* Problem description
A line-by-line copy of the material below is required.
[Information Boundary: Start]
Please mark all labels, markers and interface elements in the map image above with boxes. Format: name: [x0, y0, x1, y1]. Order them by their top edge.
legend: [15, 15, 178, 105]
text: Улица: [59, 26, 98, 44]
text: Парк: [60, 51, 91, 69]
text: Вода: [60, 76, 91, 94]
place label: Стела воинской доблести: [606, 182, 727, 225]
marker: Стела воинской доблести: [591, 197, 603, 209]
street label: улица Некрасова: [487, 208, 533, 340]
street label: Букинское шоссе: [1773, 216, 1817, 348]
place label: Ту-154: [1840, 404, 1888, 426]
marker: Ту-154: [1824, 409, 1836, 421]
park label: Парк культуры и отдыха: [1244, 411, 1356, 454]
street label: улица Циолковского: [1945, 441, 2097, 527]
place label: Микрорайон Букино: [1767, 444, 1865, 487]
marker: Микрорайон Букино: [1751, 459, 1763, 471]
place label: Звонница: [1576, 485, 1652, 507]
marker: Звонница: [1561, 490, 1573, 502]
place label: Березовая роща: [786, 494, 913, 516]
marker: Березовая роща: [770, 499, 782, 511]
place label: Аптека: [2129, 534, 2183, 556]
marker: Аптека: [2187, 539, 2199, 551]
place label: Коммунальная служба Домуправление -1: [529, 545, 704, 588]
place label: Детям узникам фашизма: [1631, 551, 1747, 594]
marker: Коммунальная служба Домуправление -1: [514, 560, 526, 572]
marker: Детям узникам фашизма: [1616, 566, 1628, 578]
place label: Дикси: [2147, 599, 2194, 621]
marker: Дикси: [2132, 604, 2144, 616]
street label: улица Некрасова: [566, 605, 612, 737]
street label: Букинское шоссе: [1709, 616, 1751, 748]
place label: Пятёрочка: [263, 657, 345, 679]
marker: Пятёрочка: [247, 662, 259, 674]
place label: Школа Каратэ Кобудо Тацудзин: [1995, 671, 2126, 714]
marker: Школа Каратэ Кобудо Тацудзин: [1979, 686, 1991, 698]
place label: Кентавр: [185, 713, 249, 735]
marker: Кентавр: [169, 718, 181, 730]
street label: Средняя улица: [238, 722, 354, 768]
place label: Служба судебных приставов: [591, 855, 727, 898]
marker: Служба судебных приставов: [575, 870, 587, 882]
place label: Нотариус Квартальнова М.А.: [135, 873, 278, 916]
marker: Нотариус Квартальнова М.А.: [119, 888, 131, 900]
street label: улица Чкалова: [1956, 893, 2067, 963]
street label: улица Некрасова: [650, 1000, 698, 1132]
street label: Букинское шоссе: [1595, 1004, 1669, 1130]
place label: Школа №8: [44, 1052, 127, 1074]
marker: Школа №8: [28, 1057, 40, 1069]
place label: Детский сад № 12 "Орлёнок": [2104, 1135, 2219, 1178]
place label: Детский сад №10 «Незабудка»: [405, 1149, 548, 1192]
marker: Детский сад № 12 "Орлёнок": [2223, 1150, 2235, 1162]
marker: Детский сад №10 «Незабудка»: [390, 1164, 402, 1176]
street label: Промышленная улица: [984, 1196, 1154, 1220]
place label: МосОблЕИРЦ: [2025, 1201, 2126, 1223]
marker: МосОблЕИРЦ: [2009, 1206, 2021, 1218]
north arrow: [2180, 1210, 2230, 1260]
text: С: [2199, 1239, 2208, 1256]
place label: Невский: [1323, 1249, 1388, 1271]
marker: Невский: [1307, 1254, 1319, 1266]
[Information Boundary: End]
* Task response
Please mark all labels, markers and interface elements in the map image above with boxes. Format: name: [x0, y0, x1, y1]. Order them by their top edge.
legend: [15, 15, 178, 105]
text: Улица: [59, 26, 98, 44]
text: Парк: [60, 51, 91, 69]
text: Вода: [60, 76, 91, 94]
place label: Стела воинской доблести: [606, 182, 727, 225]
marker: Стела воинской доблести: [591, 197, 603, 209]
street label: улица Некрасова: [487, 208, 533, 340]
street label: Букинское шоссе: [1773, 216, 1817, 348]
place label: Ту-154: [1840, 404, 1888, 426]
marker: Ту-154: [1824, 409, 1836, 421]
park label: Парк культуры и отдыха: [1244, 411, 1356, 454]
street label: улица Циолковского: [1945, 441, 2097, 527]
place label: Микрорайон Букино: [1767, 444, 1865, 487]
marker: Микрорайон Букино: [1751, 459, 1763, 471]
place label: Звонница: [1576, 485, 1652, 507]
marker: Звонница: [1561, 490, 1573, 502]
place label: Березовая роща: [786, 494, 913, 516]
marker: Березовая роща: [770, 499, 782, 511]
place label: Аптека: [2129, 534, 2183, 556]
marker: Аптека: [2187, 539, 2199, 551]
place label: Коммунальная служба Домуправление -1: [529, 545, 704, 588]
place label: Детям узникам фашизма: [1631, 551, 1747, 594]
marker: Коммунальная служба Домуправление -1: [514, 560, 526, 572]
marker: Детям узникам фашизма: [1616, 566, 1628, 578]
place label: Дикси: [2147, 599, 2194, 621]
marker: Дикси: [2132, 604, 2144, 616]
street label: улица Некрасова: [566, 605, 612, 737]
street label: Букинское шоссе: [1709, 616, 1751, 748]
place label: Пятёрочка: [263, 657, 345, 679]
marker: Пятёрочка: [247, 662, 259, 674]
place label: Школа Каратэ Кобудо Тацудзин: [1995, 671, 2126, 714]
marker: Школа Каратэ Кобудо Тацудзин: [1979, 686, 1991, 698]
place label: Кентавр: [185, 713, 249, 735]
marker: Кентавр: [169, 718, 181, 730]
street label: Средняя улица: [238, 722, 354, 768]
place label: Служба судебных приставов: [591, 855, 727, 898]
marker: Служба судебных приставов: [575, 870, 587, 882]
place label: Нотариус Квартальнова М.А.: [135, 873, 278, 916]
marker: Нотариус Квартальнова М.А.: [119, 888, 131, 900]
street label: улица Чкалова: [1956, 893, 2067, 963]
street label: улица Некрасова: [650, 1000, 698, 1132]
street label: Букинское шоссе: [1595, 1004, 1669, 1130]
place label: Школа №8: [44, 1052, 127, 1074]
marker: Школа №8: [28, 1057, 40, 1069]
place label: Детский сад № 12 "Орлёнок": [2104, 1135, 2219, 1178]
place label: Детский сад №10 «Незабудка»: [405, 1149, 548, 1192]
marker: Детский сад № 12 "Орлёнок": [2223, 1150, 2235, 1162]
marker: Детский сад №10 «Незабудка»: [390, 1164, 402, 1176]
street label: Промышленная улица: [984, 1196, 1154, 1220]
place label: МосОблЕИРЦ: [2025, 1201, 2126, 1223]
marker: МосОблЕИРЦ: [2009, 1206, 2021, 1218]
north arrow: [2180, 1210, 2230, 1260]
text: С: [2199, 1239, 2208, 1256]
place label: Невский: [1323, 1249, 1388, 1271]
marker: Невский: [1307, 1254, 1319, 1266]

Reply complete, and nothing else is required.